Third-party pixels in ChatGPT, Claude, Grok, and Perplexity: Google Analytics collects the title and URL of your conversations

An IMDEA Networks study detects third-party trackers in ChatGPT, Claude, Grok, and Perplexity. It warns that these mechanisms can transfer metadata and sensitive data to external servers.

07 of may of 2026 at 11:03h
Third-party pixels in ChatGPT, Claude, Grok, and Perplexity: Google Analytics collects the title and URL of your conversations
Third-party pixels in ChatGPT, Claude, Grok, and Perplexity: Google Analytics collects the title and URL of your conversations

A study by the IMDEA Networks Institute reveals that ChatGPT, Claude, Grok, and Perplexity incorporate third-party trackers that compromise user privacy. The research indicates that these artificial intelligence tools allow companies like Google or Meta to access sensitive conversation data.

Trackers extract metadata from queries

Technical analysis detected the systematic presence of tracking pixels in the free versions of these services. Google Analytics collects the conversation title and URL when users interact with ChatGPT without additional protection. This practice transfers contextual information to external servers unrelated to the main provider.

The situation repeats itself on other leading platforms in the sector. Meta and TikTok pixels operate in Grok to collect web addresses and chat titles. In the case of Perplexity and Claude, these mechanisms share accepted cookies, conversation addresses, and technical metadata with the social media companies.

Perplexity presents an added vulnerability for those who do not identify themselves on the platform. Conversations held by users who have not logged in remain publicly accessible. This configuration exposes the content of the queries to anyone who accesses the link or searches for snippets of the indexed text.

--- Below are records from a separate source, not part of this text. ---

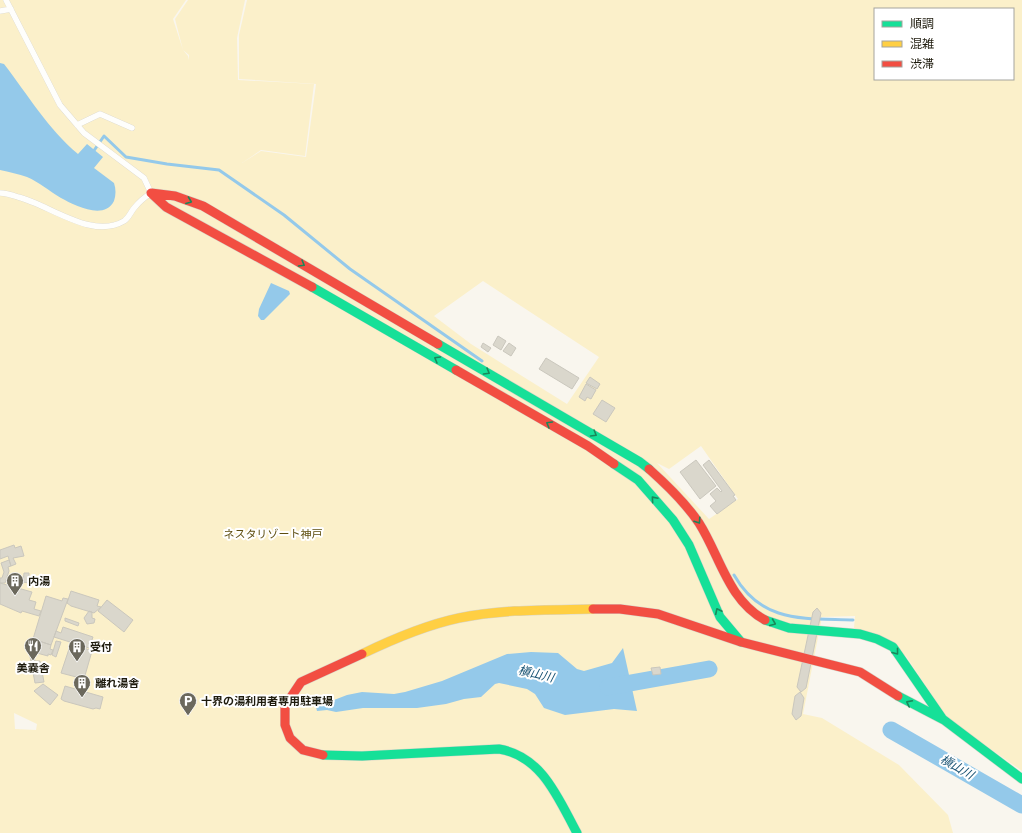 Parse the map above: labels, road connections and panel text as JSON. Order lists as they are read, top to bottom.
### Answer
{
  "water": ["槇山川"],
  "parks": ["ネスタリゾート神戸"],
  "places": {
    "building": ["内湯", "受付", "離れ湯舎"],
    "restaurant": ["美嚢舎"],
    "parking": ["十界の湯利用者専用駐車場"]
  },
  "legend": ["順調", "混雑", "渋滞"]
} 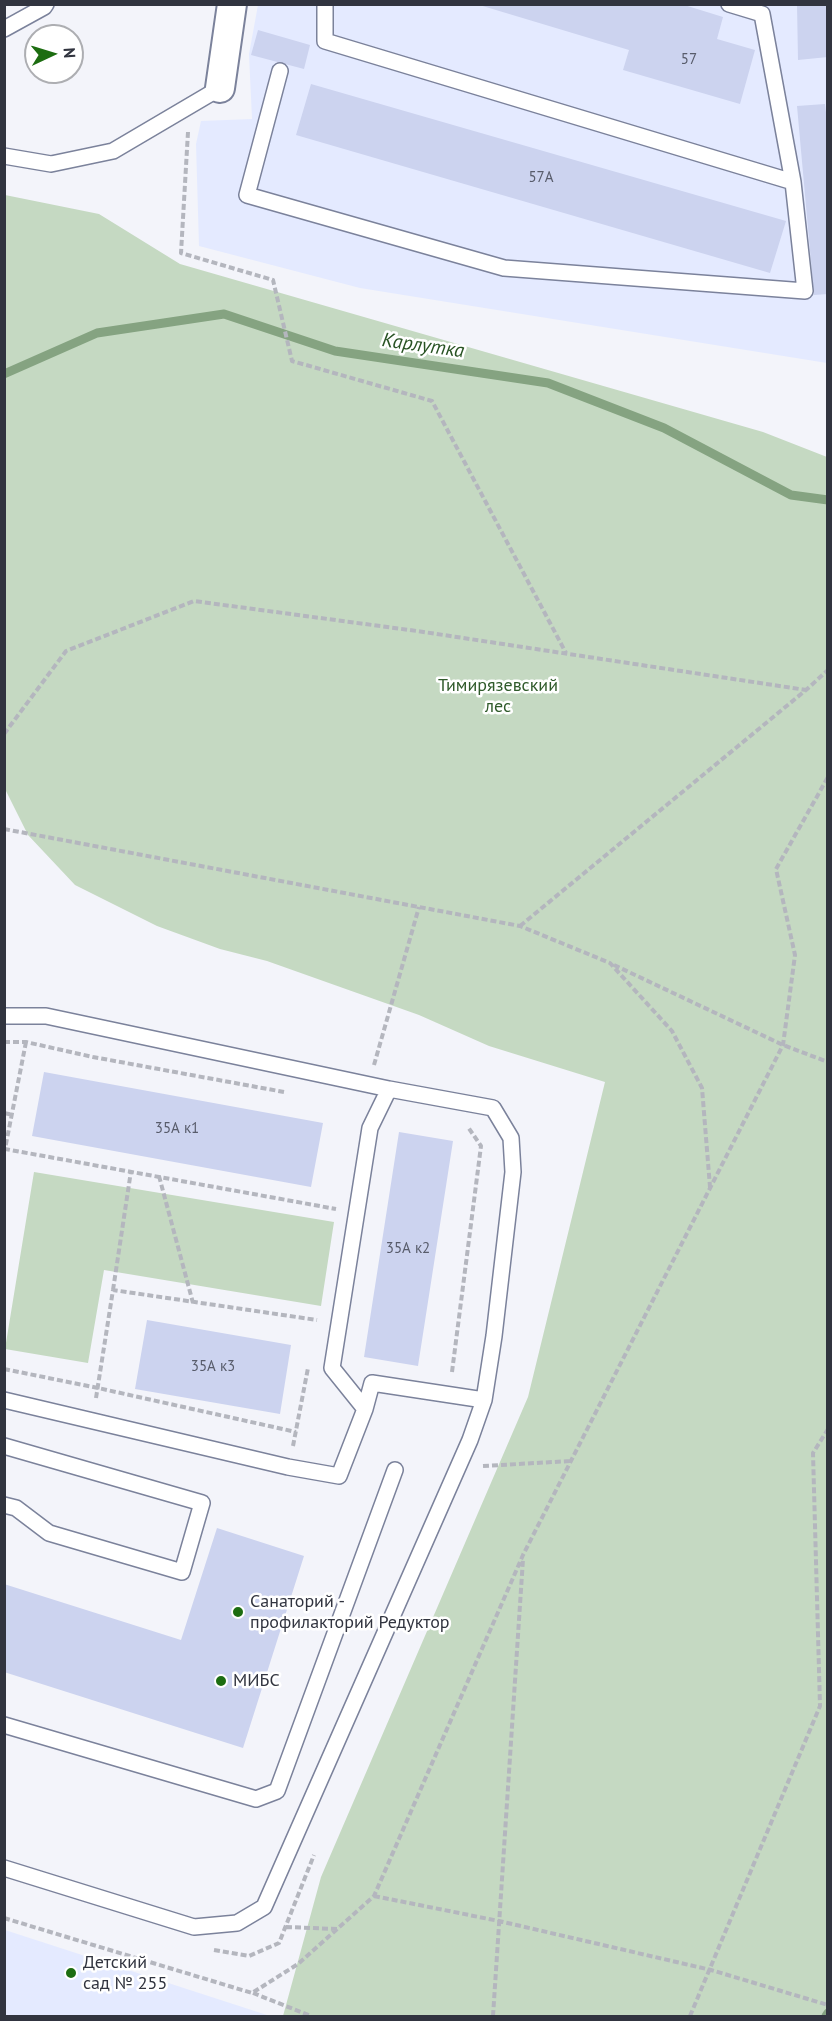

Researchers warn about sensitive data inference

Narseo Vallina and Jorge García Herrero, researchers affiliated with IMDEA Networks or the Universidad Carlos III de Madrid, underscore the seriousness of this exposure. Chats with virtual assistants often contain intimate information because users perceive these tools as spaces of absolute trust.

"Depression tips, aggressive tax deductions, I've been cheated on, lose even more weight, a strange cough... You don't need to be Sherlock Holmes to infer the content of the conversation" - Jorge García Herrero, researcher at IMDEA Networks Institute

The lawyer specifies that the study proves the potential access of third parties such as Google or Meta, but does not demonstrate their effective use for commercial profiling. Nevertheless, he considers that allowing the entry of agents external to the current data processing constitutes a serious infringement for artificial intelligence providers.